● **LISTED ENTRIES**:
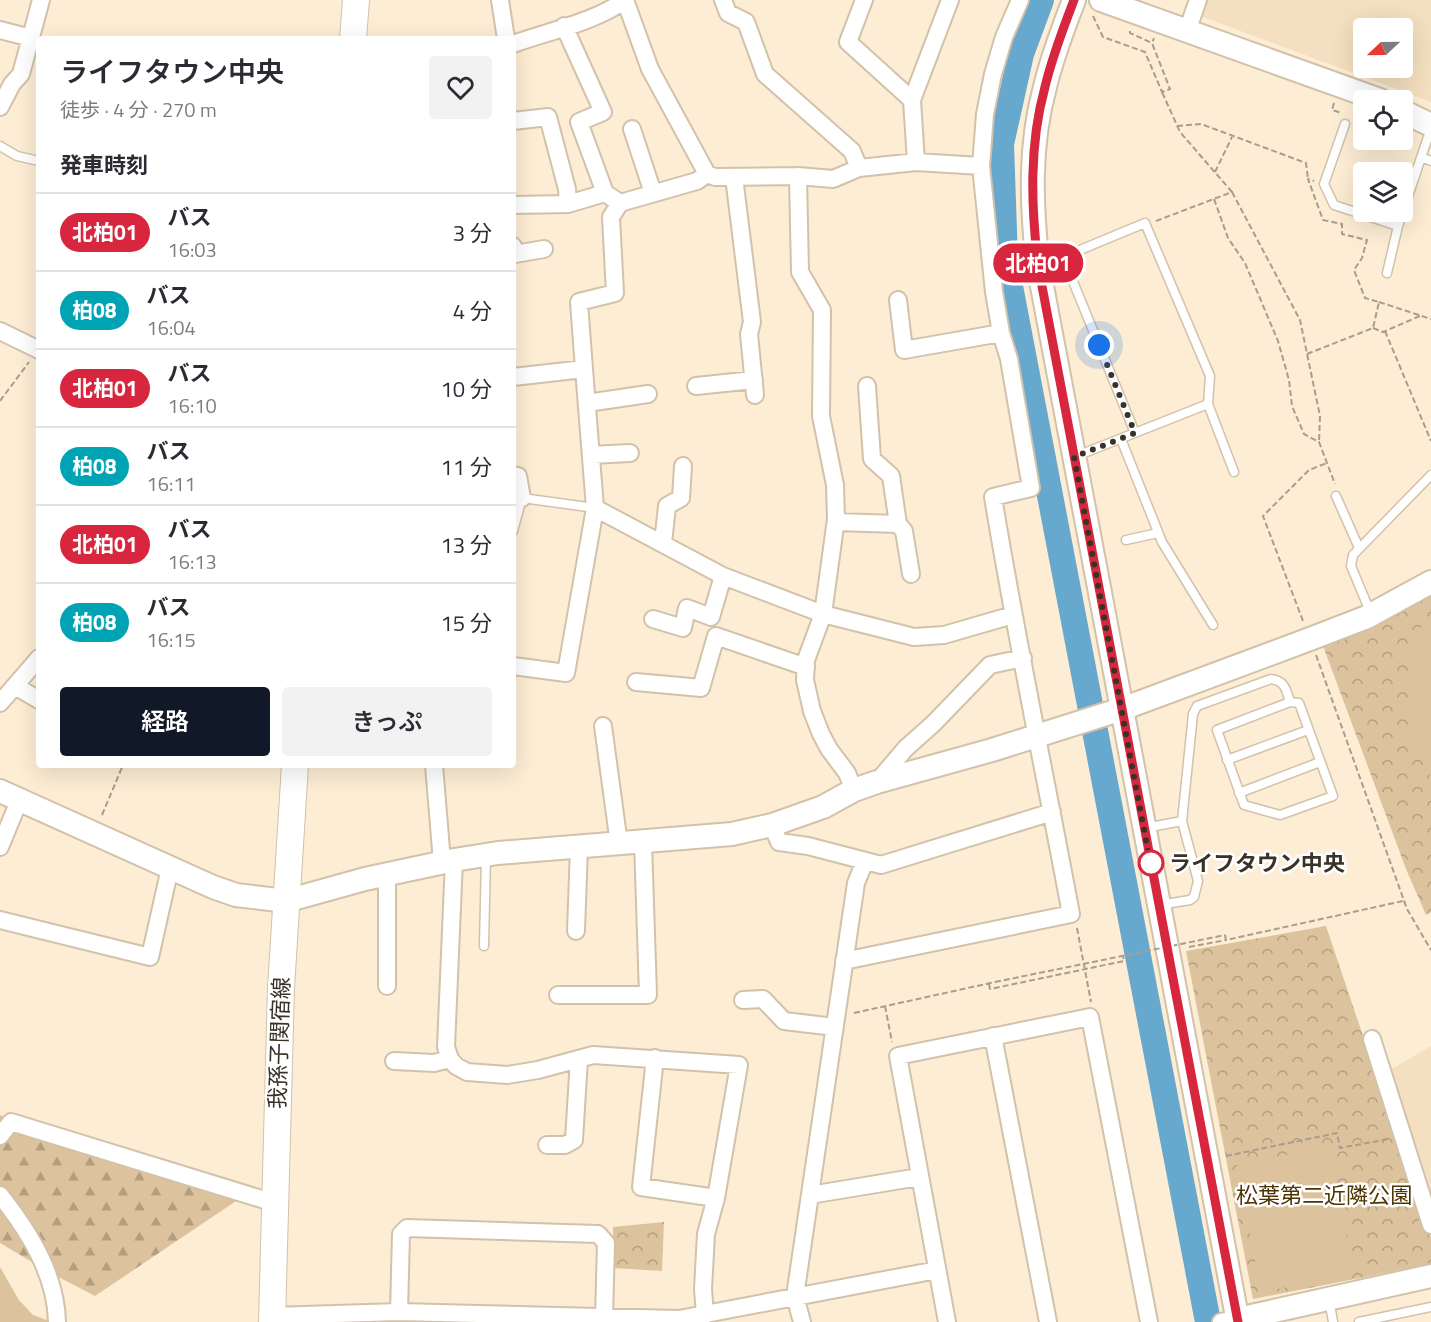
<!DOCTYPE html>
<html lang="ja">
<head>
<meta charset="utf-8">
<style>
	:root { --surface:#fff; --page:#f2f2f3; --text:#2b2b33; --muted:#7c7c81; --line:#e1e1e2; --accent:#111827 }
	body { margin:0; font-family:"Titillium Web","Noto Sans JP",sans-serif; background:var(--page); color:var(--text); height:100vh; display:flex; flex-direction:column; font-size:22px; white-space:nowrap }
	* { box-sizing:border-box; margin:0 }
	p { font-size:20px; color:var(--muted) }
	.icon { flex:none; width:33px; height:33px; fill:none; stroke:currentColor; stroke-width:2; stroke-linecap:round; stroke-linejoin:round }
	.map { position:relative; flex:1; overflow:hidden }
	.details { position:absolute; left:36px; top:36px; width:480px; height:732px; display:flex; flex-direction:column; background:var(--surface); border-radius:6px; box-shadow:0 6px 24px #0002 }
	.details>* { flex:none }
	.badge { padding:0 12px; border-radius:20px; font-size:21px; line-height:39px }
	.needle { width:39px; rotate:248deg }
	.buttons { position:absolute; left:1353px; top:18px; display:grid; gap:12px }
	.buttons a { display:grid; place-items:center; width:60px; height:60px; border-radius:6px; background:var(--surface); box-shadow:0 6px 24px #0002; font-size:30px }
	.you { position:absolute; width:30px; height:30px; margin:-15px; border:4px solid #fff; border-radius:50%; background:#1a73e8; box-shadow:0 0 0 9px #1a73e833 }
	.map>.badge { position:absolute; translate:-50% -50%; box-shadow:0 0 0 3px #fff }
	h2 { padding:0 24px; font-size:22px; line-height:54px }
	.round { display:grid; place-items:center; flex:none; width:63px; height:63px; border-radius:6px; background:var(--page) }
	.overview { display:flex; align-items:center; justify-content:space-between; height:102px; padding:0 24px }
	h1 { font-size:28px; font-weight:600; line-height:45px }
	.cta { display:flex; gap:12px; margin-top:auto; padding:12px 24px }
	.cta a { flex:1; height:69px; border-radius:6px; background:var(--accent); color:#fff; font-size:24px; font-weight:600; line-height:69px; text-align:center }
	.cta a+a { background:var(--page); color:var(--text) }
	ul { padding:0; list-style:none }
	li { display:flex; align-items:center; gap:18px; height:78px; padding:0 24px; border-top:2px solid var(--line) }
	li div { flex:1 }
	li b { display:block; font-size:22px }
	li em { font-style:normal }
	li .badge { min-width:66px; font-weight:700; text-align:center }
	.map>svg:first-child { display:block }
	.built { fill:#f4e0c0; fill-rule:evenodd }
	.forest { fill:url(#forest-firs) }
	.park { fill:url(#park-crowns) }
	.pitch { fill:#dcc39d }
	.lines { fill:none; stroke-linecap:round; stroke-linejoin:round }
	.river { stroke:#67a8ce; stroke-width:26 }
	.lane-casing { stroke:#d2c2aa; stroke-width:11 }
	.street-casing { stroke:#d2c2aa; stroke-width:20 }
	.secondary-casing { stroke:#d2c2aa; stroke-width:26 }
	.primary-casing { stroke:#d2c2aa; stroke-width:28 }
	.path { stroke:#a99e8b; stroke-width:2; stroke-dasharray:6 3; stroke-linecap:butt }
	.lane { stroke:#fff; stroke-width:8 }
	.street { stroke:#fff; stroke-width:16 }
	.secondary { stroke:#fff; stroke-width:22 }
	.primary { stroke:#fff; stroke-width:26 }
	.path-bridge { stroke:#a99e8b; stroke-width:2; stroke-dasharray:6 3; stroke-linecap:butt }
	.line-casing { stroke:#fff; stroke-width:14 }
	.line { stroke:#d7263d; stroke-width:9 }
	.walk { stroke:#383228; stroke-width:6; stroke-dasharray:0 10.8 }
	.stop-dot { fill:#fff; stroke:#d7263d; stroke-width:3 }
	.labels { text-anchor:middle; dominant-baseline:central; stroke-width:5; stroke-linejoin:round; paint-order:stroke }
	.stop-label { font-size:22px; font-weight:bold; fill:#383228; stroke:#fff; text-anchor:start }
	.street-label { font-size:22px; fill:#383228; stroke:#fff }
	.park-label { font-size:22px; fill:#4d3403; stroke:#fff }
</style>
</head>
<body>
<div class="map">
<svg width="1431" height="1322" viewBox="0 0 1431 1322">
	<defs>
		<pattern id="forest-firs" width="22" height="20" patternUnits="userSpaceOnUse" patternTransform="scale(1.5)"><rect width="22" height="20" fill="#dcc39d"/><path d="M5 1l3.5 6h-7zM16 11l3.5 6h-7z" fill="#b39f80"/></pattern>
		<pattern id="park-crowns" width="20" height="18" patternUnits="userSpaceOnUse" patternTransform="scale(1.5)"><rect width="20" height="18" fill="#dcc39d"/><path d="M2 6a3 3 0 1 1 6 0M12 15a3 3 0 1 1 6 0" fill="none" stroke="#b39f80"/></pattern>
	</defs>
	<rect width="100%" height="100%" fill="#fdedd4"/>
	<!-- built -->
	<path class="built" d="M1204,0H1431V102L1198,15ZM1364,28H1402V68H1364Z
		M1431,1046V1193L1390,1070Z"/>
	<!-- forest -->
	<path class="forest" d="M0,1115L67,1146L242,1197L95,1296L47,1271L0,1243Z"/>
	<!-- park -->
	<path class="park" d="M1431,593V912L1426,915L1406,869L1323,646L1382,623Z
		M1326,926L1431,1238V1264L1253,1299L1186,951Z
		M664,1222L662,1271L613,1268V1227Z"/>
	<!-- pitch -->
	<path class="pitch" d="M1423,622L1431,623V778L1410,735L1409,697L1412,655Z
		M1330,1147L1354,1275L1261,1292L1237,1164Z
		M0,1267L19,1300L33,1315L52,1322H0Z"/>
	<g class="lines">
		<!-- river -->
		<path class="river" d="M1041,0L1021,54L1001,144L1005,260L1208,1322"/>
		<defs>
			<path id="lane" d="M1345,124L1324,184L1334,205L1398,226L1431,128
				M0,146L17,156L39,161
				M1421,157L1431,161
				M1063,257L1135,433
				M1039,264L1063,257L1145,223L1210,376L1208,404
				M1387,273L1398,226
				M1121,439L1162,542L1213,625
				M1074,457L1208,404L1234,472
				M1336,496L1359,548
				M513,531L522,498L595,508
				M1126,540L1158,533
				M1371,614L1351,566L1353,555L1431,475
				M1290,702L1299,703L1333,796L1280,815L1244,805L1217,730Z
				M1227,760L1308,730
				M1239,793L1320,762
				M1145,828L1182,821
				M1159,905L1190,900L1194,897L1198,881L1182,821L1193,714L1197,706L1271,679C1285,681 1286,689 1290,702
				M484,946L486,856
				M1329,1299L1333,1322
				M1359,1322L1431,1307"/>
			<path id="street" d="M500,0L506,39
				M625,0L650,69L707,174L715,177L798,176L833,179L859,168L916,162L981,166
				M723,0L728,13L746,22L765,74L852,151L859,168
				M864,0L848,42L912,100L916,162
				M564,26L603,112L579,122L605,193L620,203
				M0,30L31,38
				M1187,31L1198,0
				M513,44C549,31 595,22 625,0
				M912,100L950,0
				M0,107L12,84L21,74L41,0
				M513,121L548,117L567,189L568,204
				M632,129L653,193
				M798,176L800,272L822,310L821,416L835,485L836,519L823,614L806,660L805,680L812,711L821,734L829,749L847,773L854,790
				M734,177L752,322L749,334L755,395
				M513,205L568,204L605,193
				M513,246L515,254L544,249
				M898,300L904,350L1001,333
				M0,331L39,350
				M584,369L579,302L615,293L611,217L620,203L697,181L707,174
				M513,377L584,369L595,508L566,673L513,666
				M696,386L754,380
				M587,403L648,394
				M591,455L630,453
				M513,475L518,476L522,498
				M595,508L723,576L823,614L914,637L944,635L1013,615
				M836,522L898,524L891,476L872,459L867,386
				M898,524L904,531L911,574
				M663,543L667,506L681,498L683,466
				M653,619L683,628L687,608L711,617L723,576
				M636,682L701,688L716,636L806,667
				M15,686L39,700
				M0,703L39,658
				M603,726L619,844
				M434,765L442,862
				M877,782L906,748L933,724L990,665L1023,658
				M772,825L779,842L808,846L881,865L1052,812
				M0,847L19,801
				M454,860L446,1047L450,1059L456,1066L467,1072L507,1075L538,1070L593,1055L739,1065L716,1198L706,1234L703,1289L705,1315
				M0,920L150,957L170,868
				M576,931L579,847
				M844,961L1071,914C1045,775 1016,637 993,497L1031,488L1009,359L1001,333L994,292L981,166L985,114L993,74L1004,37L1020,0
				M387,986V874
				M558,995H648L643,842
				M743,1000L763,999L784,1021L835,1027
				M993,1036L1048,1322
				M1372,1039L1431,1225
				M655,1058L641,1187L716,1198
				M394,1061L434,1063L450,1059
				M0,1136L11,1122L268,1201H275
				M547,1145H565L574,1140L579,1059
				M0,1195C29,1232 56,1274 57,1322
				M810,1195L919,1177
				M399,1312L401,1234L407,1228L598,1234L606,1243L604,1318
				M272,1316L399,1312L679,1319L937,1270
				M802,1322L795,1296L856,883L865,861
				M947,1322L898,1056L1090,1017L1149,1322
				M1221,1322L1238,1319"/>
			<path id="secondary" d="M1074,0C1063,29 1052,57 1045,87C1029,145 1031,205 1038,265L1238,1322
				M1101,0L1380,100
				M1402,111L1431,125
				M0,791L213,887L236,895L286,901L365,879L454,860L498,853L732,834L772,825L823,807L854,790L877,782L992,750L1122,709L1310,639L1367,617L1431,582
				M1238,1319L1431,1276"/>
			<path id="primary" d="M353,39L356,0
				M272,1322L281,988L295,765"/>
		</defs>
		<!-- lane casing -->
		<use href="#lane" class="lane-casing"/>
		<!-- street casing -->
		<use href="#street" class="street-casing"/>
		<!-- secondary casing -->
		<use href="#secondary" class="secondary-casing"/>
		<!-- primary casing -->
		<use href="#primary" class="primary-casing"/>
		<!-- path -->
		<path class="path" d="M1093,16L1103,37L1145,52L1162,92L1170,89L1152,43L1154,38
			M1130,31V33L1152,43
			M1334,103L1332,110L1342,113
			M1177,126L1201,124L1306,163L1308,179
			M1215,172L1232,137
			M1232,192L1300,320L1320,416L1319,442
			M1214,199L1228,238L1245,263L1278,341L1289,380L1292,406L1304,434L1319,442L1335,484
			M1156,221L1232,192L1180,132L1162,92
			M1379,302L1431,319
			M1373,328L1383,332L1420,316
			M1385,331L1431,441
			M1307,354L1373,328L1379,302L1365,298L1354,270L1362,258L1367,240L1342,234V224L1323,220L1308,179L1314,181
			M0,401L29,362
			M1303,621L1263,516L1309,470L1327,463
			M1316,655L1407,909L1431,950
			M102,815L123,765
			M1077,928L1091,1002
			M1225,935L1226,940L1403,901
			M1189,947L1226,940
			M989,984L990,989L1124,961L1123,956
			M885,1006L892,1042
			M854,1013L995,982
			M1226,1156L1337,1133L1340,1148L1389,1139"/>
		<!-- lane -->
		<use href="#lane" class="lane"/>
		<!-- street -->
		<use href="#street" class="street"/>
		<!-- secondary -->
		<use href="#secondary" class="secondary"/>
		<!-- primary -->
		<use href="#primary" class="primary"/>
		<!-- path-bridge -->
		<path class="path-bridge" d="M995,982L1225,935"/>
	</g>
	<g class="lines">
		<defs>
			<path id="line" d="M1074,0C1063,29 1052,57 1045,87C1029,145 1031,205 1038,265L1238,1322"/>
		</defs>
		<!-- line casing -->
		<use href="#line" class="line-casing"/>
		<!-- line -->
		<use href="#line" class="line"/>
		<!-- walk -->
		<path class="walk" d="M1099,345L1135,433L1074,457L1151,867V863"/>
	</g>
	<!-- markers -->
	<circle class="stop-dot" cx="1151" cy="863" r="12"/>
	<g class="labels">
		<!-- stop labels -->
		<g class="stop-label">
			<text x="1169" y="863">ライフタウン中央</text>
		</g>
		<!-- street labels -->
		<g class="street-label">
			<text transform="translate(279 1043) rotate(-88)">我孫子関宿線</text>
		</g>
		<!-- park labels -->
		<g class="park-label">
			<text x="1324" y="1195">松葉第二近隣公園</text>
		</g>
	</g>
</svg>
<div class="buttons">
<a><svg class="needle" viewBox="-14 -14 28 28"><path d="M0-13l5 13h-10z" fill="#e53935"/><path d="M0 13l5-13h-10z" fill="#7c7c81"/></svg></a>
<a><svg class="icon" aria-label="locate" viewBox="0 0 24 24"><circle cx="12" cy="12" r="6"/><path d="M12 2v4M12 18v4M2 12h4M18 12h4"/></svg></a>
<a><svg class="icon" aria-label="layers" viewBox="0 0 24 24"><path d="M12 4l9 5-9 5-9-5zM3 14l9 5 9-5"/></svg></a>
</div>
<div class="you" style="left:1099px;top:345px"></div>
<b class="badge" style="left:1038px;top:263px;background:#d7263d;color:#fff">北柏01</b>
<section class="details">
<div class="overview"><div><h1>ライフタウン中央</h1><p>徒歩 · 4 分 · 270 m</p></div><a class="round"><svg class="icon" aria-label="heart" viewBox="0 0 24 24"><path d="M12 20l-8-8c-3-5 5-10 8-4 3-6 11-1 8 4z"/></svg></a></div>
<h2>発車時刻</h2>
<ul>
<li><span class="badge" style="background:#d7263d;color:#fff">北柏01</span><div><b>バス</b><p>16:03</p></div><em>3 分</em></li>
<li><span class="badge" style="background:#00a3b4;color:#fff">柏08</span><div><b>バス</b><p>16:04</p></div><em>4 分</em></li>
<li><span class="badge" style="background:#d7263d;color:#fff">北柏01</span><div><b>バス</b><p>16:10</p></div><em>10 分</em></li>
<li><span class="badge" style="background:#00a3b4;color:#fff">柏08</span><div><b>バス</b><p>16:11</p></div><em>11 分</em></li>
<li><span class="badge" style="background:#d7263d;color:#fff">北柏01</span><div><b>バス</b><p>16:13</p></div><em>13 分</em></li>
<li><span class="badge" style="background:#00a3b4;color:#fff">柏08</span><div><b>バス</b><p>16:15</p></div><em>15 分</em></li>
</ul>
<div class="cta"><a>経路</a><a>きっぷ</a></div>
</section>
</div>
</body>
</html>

● **YOUR TASK**: Look over the data above and show each line that contains "linejoin".

● **SOLUTION TO THIS EXERCISE**:
	.icon { flex:none; width:33px; height:33px; fill:none; stroke:currentColor; stroke-width:2; stroke-linecap:round; stroke-linejoin:round }
	.lines { fill:none; stroke-linecap:round; stroke-linejoin:round }
	.labels { text-anchor:middle; dominant-baseline:central; stroke-width:5; stroke-linejoin:round; paint-order:stroke }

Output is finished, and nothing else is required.